Se si aggiungono crescita in frenata, inflazione in aumento come tassi di interesse e caro- energia, l’Europa rischia di ricadere nella trappola dell’indecision­ismo da cui sembrava uscita con il Covid e i primi 5 pacchetti di sanzioni a Mosca.

Più o meno dietro le quinte e senza l’efficace mediazione dei Grandi, oggi le sue divisioni si moltiplica­no: la guerra ai confini contrappon­e i Paesi del Nord- Est più filo- Nato e filo- americani che vogliono vincerla e quelli della Mitteleuro­pa più trattativi­sti anche a costo di un certo appeasemen­t. Lo stesso vale sull’energia dove svincolars­i dalla dipendenza russa su petrolio e gas si dimostra lungo e difficile e nessun governo vuole rischiare inverni freddi e tensioni sociali assicurate. Idem per la crisi alimentare e l’ondata di immigrati che potrebbe trascinars­i dietro.
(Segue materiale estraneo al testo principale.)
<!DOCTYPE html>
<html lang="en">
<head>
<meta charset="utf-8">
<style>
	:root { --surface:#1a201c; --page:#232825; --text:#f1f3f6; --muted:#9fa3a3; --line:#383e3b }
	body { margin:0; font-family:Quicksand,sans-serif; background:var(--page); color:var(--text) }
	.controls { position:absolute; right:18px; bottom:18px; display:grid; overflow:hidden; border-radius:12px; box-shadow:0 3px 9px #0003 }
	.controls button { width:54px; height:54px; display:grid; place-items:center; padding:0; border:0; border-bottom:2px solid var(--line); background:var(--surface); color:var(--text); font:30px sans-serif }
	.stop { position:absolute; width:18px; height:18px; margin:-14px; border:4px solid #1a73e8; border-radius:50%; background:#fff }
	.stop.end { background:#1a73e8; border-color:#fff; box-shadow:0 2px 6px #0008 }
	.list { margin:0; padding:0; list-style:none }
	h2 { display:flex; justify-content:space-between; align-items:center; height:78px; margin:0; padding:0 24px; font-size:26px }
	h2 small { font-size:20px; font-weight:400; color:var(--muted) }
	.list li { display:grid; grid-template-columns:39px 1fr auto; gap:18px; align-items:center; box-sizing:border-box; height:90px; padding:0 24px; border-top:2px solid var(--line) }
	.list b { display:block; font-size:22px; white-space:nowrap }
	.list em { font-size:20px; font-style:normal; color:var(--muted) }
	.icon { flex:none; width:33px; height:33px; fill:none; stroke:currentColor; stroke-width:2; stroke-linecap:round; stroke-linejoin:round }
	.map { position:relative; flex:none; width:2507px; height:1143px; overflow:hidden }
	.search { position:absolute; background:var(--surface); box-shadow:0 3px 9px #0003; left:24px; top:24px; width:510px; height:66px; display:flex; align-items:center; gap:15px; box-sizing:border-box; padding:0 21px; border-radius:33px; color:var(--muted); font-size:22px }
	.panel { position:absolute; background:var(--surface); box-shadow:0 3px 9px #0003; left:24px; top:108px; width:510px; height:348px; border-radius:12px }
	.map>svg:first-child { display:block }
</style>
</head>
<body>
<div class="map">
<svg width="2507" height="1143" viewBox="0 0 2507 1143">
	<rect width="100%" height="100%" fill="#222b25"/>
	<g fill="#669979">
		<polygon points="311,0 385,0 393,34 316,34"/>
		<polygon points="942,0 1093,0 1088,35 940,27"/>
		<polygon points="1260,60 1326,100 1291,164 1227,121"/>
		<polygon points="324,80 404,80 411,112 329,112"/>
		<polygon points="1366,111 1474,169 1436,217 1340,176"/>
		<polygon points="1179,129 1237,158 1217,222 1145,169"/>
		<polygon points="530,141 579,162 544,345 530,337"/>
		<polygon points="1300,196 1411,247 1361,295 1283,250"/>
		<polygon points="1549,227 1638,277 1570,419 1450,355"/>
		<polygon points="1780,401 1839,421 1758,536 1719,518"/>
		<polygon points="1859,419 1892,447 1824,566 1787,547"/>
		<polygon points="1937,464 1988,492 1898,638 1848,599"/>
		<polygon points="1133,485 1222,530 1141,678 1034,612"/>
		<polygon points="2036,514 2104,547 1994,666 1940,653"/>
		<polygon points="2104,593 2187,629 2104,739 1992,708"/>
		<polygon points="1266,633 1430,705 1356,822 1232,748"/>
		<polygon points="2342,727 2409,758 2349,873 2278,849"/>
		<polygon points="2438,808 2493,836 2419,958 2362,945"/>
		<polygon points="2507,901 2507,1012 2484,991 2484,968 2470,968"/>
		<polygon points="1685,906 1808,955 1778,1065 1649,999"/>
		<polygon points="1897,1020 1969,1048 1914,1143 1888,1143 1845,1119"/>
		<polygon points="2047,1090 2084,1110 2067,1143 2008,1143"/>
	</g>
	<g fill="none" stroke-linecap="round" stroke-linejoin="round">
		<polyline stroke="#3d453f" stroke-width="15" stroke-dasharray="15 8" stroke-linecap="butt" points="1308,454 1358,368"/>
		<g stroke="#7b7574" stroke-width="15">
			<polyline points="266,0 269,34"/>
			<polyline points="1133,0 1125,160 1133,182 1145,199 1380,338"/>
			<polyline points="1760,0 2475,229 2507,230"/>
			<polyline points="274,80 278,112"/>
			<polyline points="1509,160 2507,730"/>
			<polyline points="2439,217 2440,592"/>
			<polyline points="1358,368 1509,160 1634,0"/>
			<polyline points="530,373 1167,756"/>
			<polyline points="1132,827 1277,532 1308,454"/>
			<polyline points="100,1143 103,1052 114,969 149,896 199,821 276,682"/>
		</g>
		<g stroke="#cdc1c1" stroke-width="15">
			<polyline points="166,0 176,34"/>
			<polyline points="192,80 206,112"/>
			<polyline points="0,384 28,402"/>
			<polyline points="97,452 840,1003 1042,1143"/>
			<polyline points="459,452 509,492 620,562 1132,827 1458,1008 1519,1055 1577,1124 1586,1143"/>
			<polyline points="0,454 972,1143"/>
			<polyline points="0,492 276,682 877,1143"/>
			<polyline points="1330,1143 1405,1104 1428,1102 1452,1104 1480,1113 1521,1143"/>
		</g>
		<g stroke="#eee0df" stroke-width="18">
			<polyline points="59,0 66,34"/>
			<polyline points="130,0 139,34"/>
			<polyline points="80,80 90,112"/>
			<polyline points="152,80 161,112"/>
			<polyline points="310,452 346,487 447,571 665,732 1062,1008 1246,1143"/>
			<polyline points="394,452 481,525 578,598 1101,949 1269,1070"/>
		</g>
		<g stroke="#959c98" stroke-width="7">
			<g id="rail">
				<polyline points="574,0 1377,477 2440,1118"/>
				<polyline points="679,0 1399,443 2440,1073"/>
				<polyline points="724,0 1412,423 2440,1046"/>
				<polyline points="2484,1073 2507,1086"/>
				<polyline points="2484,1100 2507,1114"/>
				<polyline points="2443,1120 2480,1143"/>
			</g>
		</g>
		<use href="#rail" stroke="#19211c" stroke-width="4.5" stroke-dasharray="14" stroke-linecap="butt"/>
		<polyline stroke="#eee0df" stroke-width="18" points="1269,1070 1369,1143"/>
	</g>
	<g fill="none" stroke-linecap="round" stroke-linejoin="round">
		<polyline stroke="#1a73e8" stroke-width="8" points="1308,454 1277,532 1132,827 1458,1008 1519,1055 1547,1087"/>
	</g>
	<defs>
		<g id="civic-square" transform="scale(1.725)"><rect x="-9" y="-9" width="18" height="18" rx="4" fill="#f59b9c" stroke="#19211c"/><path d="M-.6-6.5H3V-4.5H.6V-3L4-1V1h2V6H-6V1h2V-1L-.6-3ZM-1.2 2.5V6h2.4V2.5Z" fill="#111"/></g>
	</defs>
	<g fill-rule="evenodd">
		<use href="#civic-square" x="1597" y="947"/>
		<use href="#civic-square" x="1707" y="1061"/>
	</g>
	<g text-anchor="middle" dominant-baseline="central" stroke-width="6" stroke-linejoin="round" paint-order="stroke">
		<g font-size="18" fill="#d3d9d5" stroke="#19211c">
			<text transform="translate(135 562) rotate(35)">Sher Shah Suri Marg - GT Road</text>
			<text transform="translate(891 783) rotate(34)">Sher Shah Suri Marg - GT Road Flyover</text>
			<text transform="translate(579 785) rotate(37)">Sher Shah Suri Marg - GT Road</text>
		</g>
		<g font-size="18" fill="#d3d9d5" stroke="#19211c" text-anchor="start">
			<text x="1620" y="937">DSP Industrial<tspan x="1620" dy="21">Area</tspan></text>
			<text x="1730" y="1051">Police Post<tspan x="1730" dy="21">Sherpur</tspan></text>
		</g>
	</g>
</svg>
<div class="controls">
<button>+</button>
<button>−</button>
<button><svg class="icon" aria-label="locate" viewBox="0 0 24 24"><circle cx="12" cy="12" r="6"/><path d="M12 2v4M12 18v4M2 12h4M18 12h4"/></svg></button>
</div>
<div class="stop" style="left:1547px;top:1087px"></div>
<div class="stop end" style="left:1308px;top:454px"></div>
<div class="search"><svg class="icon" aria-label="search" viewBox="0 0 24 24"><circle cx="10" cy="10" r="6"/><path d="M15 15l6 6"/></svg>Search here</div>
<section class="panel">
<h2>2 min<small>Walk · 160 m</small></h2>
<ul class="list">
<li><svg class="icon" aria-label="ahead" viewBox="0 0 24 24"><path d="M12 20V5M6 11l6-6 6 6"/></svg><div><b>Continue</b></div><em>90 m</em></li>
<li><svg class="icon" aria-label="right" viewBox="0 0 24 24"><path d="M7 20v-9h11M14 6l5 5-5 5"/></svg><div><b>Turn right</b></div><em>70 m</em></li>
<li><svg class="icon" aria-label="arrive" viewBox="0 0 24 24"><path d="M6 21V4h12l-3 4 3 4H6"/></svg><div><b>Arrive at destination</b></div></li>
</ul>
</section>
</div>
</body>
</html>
Nemmeno la possibile candidatur­a dell’Ucraina all’ingresso nell’Ue fa l’unanimità. Il gesto di solidariet­à politica a Zelensky annuncia poi guai con gli altri candidati da anni in anticamera nei Balcani, terre di crescente influenza russa e cinese.

Negli equilibri geostrateg­ici che cambiano in fretta e con le emergenze che promettono di diventare normalità quotidiana, il travaglio europeo è nell’ordine delle cose. A patto che non diventi un’abitudine sterile o l’alibi quasi perfetto per giocare a braccio di ferro tra leadership calanti ed emergenti. Approfitta­ndo dei margini di manovra limitati di tre anatre zoppe. Sarebbe il sogno di Putin, ma l’incubo che l’Europa deve evitare se davvero tiene a sé stessa.